Stochastic Weight Averaging and the Ornstein-Uhlenbeck Process

A couple weeks back a blog post was released on the PyTorch blog describing the Stochastic Weight Averaging (SWA) algorithm and it’s implementation in pytorch/contrib. The algorithm itself seemed embarrassingly straightforward and relied on averaging snapshots of the the model across a certain learning rate schedule. The authors argued that “SGD tends to converge to the boundary of the low-loss region, making it susceptible to the shift between train and test error surfaces”. The hope is that by averaging multiple solutions we’ll end up in the center of a flat and wide region of loss (which hopefully should lead to better generalization). I ended up trying this on some semantic parsing tasks I was working on and after a painful couple of hours of manual hyper-parameter selection I ended up with a model that was giving me around 5-10% of relative improvement on a hidden test set.

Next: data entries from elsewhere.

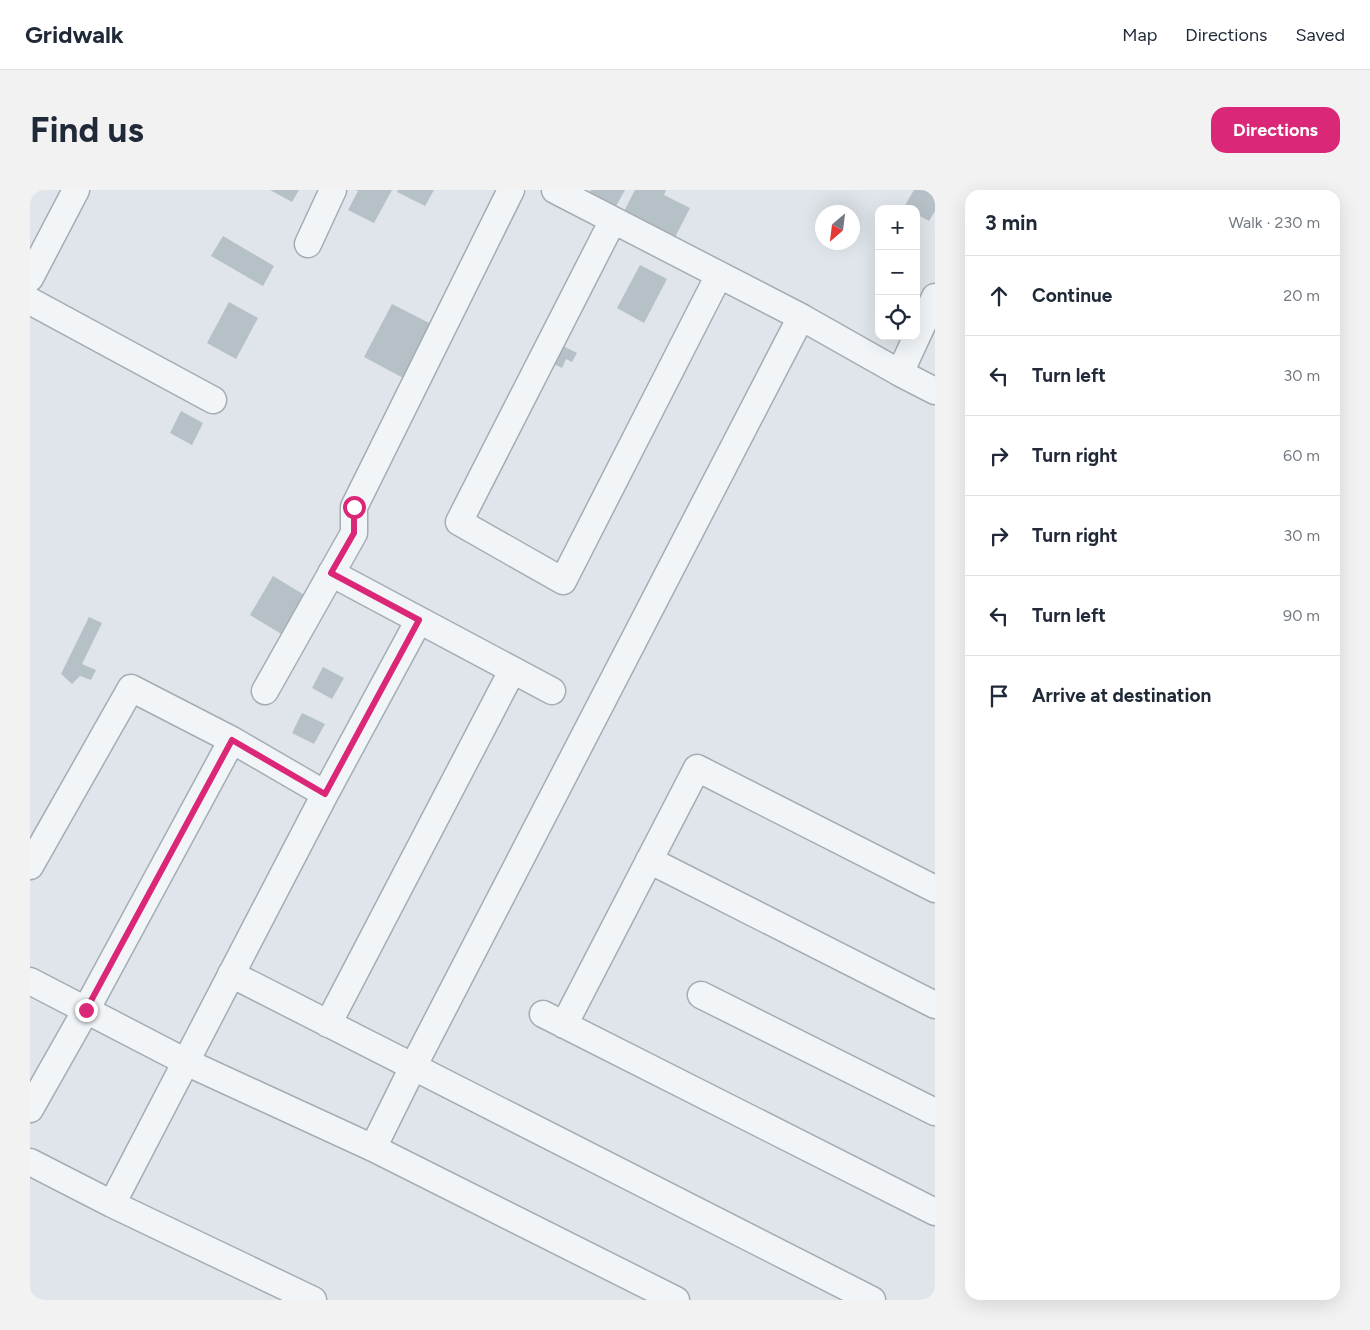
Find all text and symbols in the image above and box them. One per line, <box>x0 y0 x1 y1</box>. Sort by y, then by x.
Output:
text: Gridwalk <box>25 20 124 49</box>
text: Map <box>1122 24 1157 46</box>
text: Directions <box>1185 24 1267 46</box>
text: Saved <box>1295 24 1345 46</box>
button: Directions <box>1211 107 1340 153</box>
text: Find us <box>30 109 144 151</box>
north arrow <box>815 205 860 250</box>
map controls <box>875 205 920 340</box>
button: + <box>875 205 920 250</box>
text: 3 min <box>985 210 1037 235</box>
text: Walk · 230 m <box>1228 213 1320 232</box>
button: − <box>875 250 920 295</box>
icon: ahead <box>985 282 1013 310</box>
text: Continue <box>1032 284 1112 307</box>
text: 20 m <box>1283 286 1320 305</box>
button: locate <box>875 295 920 340</box>
icon: left <box>985 362 1013 390</box>
text: Turn left <box>1032 364 1106 387</box>
text: 30 m <box>1283 366 1320 385</box>
icon: right <box>985 442 1013 470</box>
text: Turn right <box>1032 444 1118 467</box>
text: 60 m <box>1283 446 1320 465</box>
route start <box>343 496 366 519</box>
icon: right <box>985 522 1013 550</box>
text: Turn right <box>1032 524 1118 547</box>
text: 30 m <box>1283 526 1320 545</box>
icon: left <box>985 602 1013 630</box>
text: Turn left <box>1032 604 1106 627</box>
text: 90 m <box>1283 606 1320 625</box>
icon: arrive <box>985 682 1013 710</box>
text: Arrive at destination <box>1032 684 1211 707</box>
route end <box>75 999 98 1022</box>

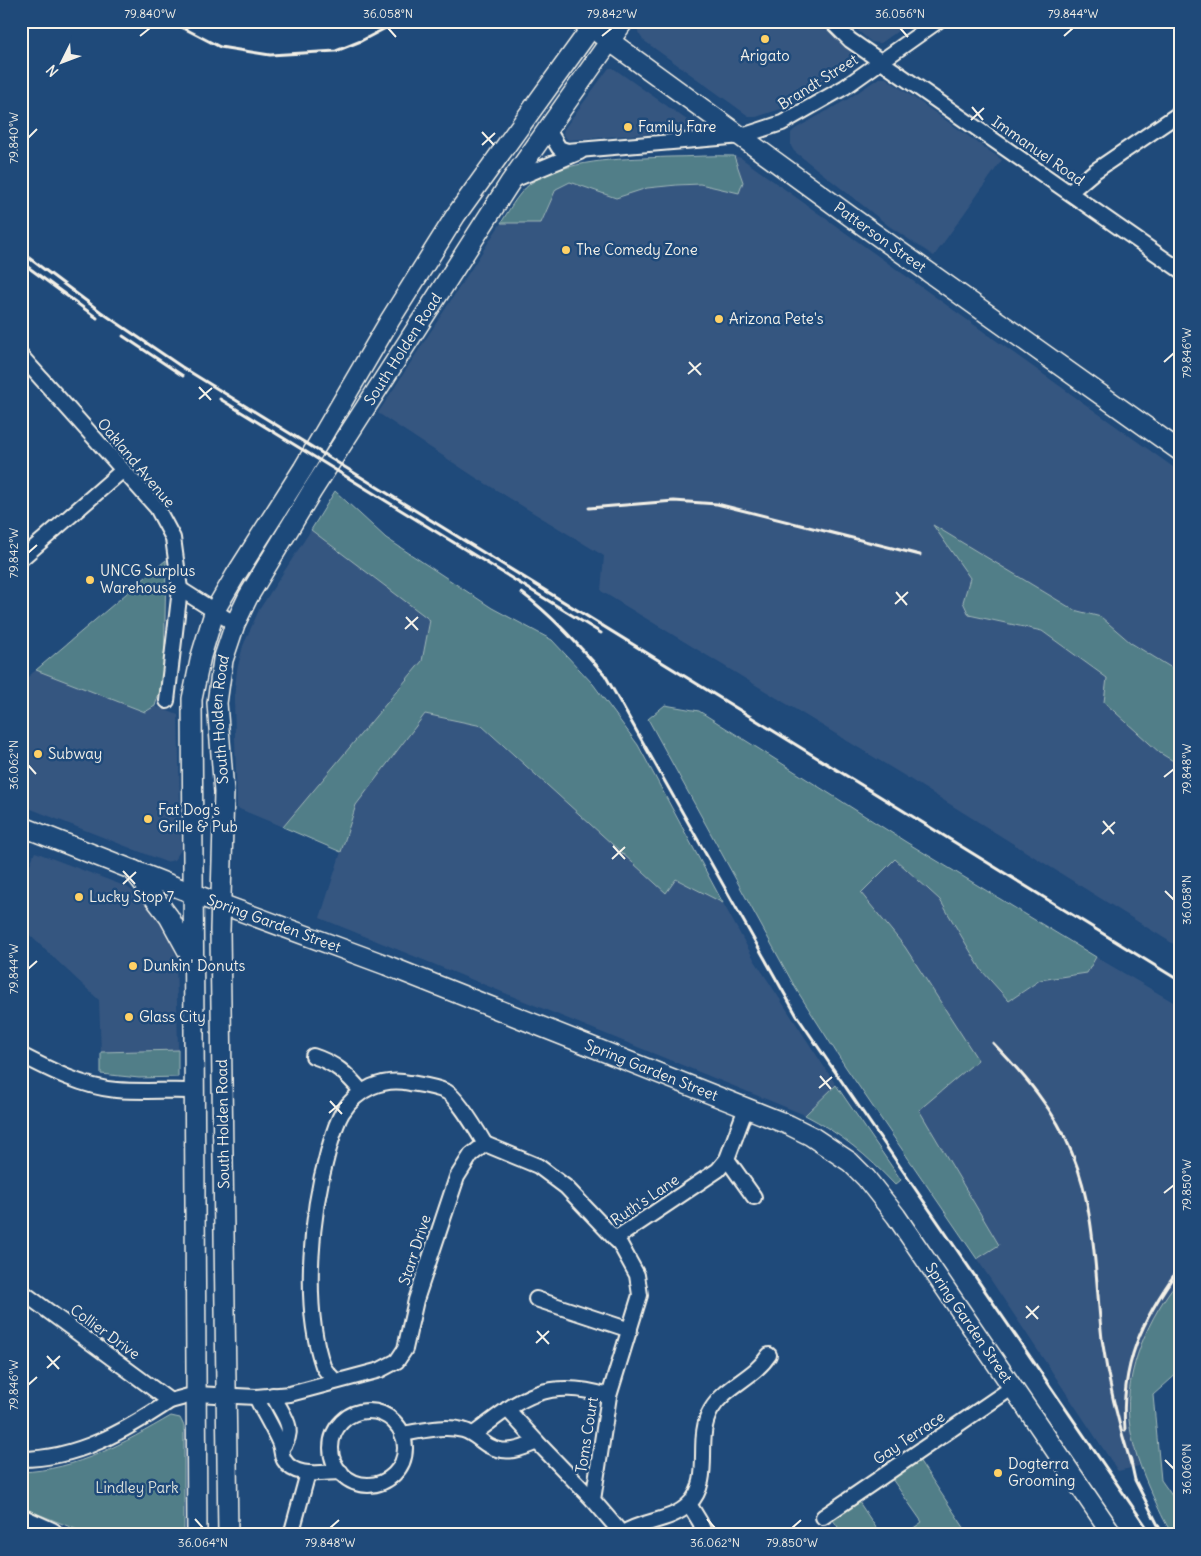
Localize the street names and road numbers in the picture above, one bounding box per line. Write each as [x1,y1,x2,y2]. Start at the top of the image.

I was surprised that such a simple modification to the learning algorithm could give such non-trivial gains, which led me to diving deeper into the why.

Personally, the most interesting part of the SWA paper was the following excerpt

SGD generally converges to a point near the boundary of the wide flat region of optimal points.

Izmailov, P., Podoprikhin, D., Garipov, T., Vetrov, D., & Wilson, A. G. (2018). Averaging weights leads to wider optima and better generalization. arXiv:1803.05407.

The logic behind the SWA algorithm relies on this statement being true and therefore seemed like a good starting pointer for deeper exploration.

Ornstein-Uhlenbeck Process

The next couple of sections will be slightly out of order. First we’ll introduce what the Ornstein-Uhlenbeck (OU) process is as well as describe some of the properties it exhibits. Next we’ll show that under certain assumptions we can represent SGD as the respective process and finally we’ll connect it all back to SWA (hopefully).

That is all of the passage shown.